In this article I want to describe a technique in SQL Server, which can be used to remap data that would otherwise
be computationally expensive to perform in Access with VBA or in .NET. In our own applications we have reduced processing time
from typically 20 minutes to around 5 seconds using this technique on larger data sets.
The sample script file for this article will allow you to create the denormalised data set using the SQL Server Northwind
Database and then normalise the data, but we are going to skip the steps in creating the denormalised data
(we will return to this later in the article) and head straight for the solution to this difficult problem.
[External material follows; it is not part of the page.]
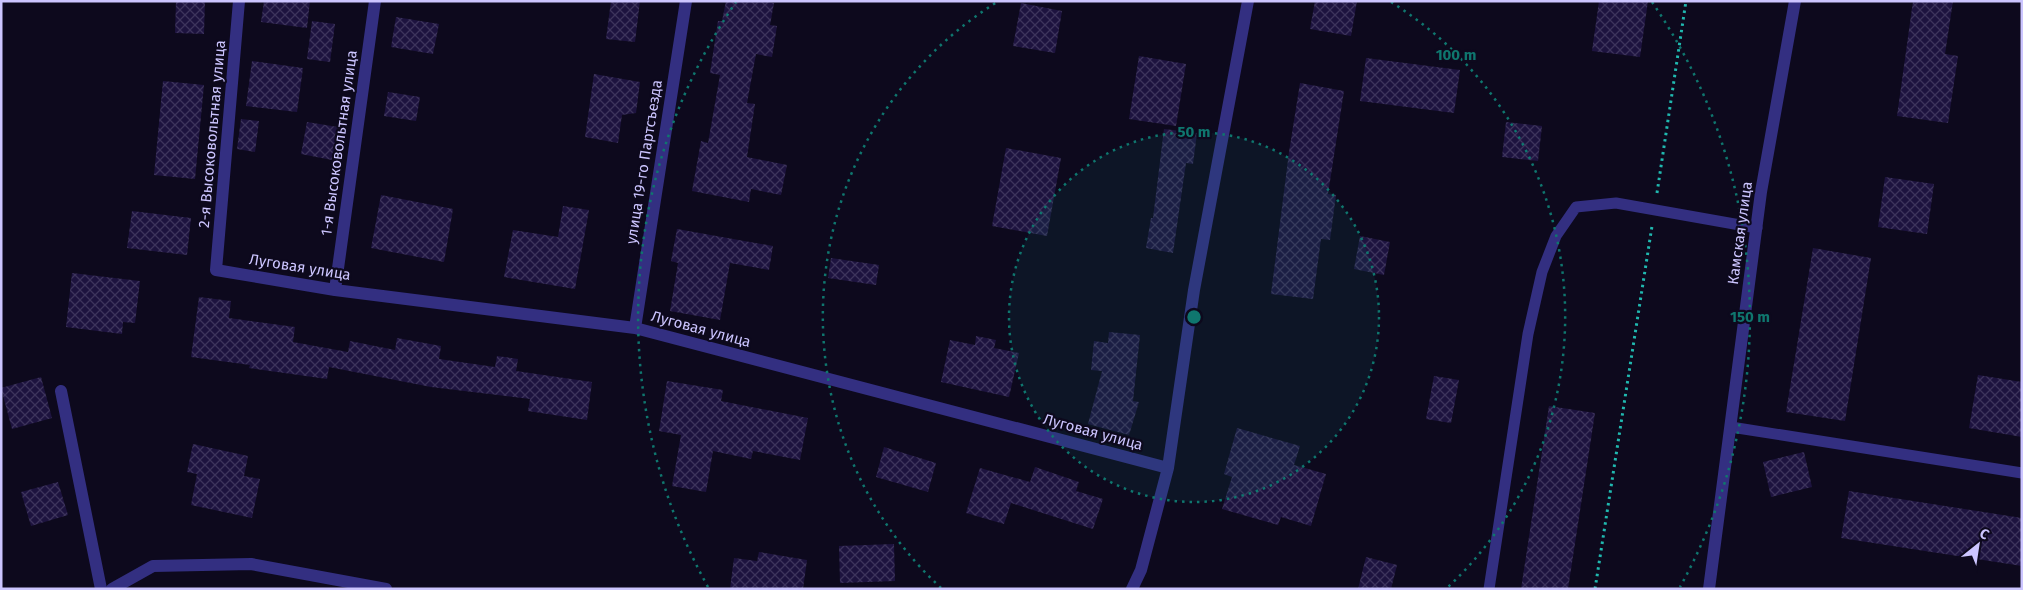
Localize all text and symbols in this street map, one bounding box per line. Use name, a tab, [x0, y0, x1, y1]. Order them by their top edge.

The denormalized sample data set
We start with the following data set:-
Here, we have a classification of data which means that if a new category was added, we would have
to restructure our table to have a new field, and what we would like to do is have the data normalised, so we can easily add
new categories, and still return to the above presentation of the data using for exampl a SQL Server PIVOT (or Access Crosstab).
We will start by showing the final structure that we want to construct, below we have created a normalised table for the data:-
CREATE TABLE tblSalesSummaryNormalised(
PK_Summary INT IDENTITY(1,1) PRIMARY KEY,
OrderId INT,
CategoryName VARCHAR(15),
OrderValue DECIMAL(16,2)
)
GO
This table would present the normalized data as shown below (once populated with data):-
The Mapping Table
In a more complex situation you could need to remap the column names (we will show this later),
but to keep things simple we choose to remap the data to the same column names as field values.
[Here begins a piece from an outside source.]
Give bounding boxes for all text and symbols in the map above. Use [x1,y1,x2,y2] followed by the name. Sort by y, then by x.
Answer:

We start with a mapping table as shown below, which contains field values matching the old column values:-
UNPIVOT
Not only does SQL Server provide a feature to PIVOT (CROSSTAB) data, but it also offers the UNPIVOT syntax to
in part reverse the operation.
The following view can be used to UNPIVOT (normalize) the data:-
-- Processing Statement to select our data
CREATE VIEW UnPivot_tblSalesSummary_vw
AS
SELECT
Q1.OrderID,
CategoryName,
Q1.Value As OrderValue
FROM tblCategoriesMap
INNER JOIN
(SELECT
OrderID,
tblPivot.Property,
tblPivot.Value
FROM
(SELECT
OrderID,
CONVERT(decimal(16,2),[Beverages]) As [Beverages],
CONVERT(decimal(16,2),[Condiments]) As [Condiments],
CONVERT(decimal(16,2),[Confections]) As [Confections],
CONVERT(decimal(16,2),[Dairy Products]) As [Dairy Products],
CONVERT(decimal(16,2),[Grains/Cereals]) As [Grains/Cereals],
CONVERT(decimal(16,2),[Meat/Poultry]) As [Meat/Poultry],
CONVERT(decimal(16,2),[Produce]) As [Produce],
CONVERT(decimal(16,2),[Seafood]) As [Seafood]
FROM tblSalesSummary
) DataValues
UNPIVOT (Value FOR Property
IN([Beverages],
[Condiments],
[Confections],
[Dairy Products],
[Grains/Cereals],
[Meat/Poultry],
[Produce],
[Seafood])
) as tblPivot
) Q1
ON tblCategoriesMap.CategoryName = Q1.Property
WHERE Q1.Value IS NOT NULL
GO
This results in the following data set:-
Then to populate the now normalised table we use the following:-
INSERT INTO tblSalesSummaryNormalised(
OrderId,
CategoryName,
OrderValue)
SELECT OrderID,CategoryName,OrderValue
FROM UnPivot_tblSalesSummary_vw
ORDER BY OrderID
GO
How we used the PIVOT operation to get the denormalized data set
It is worth taking a moment to consider how we generated our demoralised data set, for that operation we used the PIVOT statement:-
-- PIVOT (CROSSTAB) the data
CREATE VIEW SummaryOfSales_vw
AS
SELECT
OrderID,
[Beverages],
[Condiments],
[Confections],
[Dairy Products],
[Grains/Cereals],
[Meat/Poultry],
[Produce],[Seafood]
FROM
(SELECT
OrderId,
CategoryName,
LineItemValue
FROM ProductInfo_vw
) AS SourceTable
PIVOT
(
SUM(LineItemValue)
FOR CategoryName IN ([Beverages],
[Condiments],
[Confections],
[Dairy Products],
[Grains/Cereals],
[Meat/Poultry],
[Produce],
[Seafood])
) AS PivotTable
GO
Then we used the following to generate a table of data:-
SELECT * INTO tblSalesSummary
FROM SummaryOfSales_vw
GO
More complex remapping of data
To show how to extend the above example to a more advanced remap we have the following script
where we add a 3 character column called ReMap:-
ALTER TABLE tblCategoriesMap ADD ReMap VARCHAR(3)
GO
UPDATE tblCategoriesMap
SET Remap = LEFT(CategoryName,3)
GO
This means that for example the column name Dairy Products would be mapped to a value Dai, we have used a simple
3 character code system, but in your applicatuion the remapping could be significantly different, for example mapping a
name to a code ( Dairy Products becomes 001).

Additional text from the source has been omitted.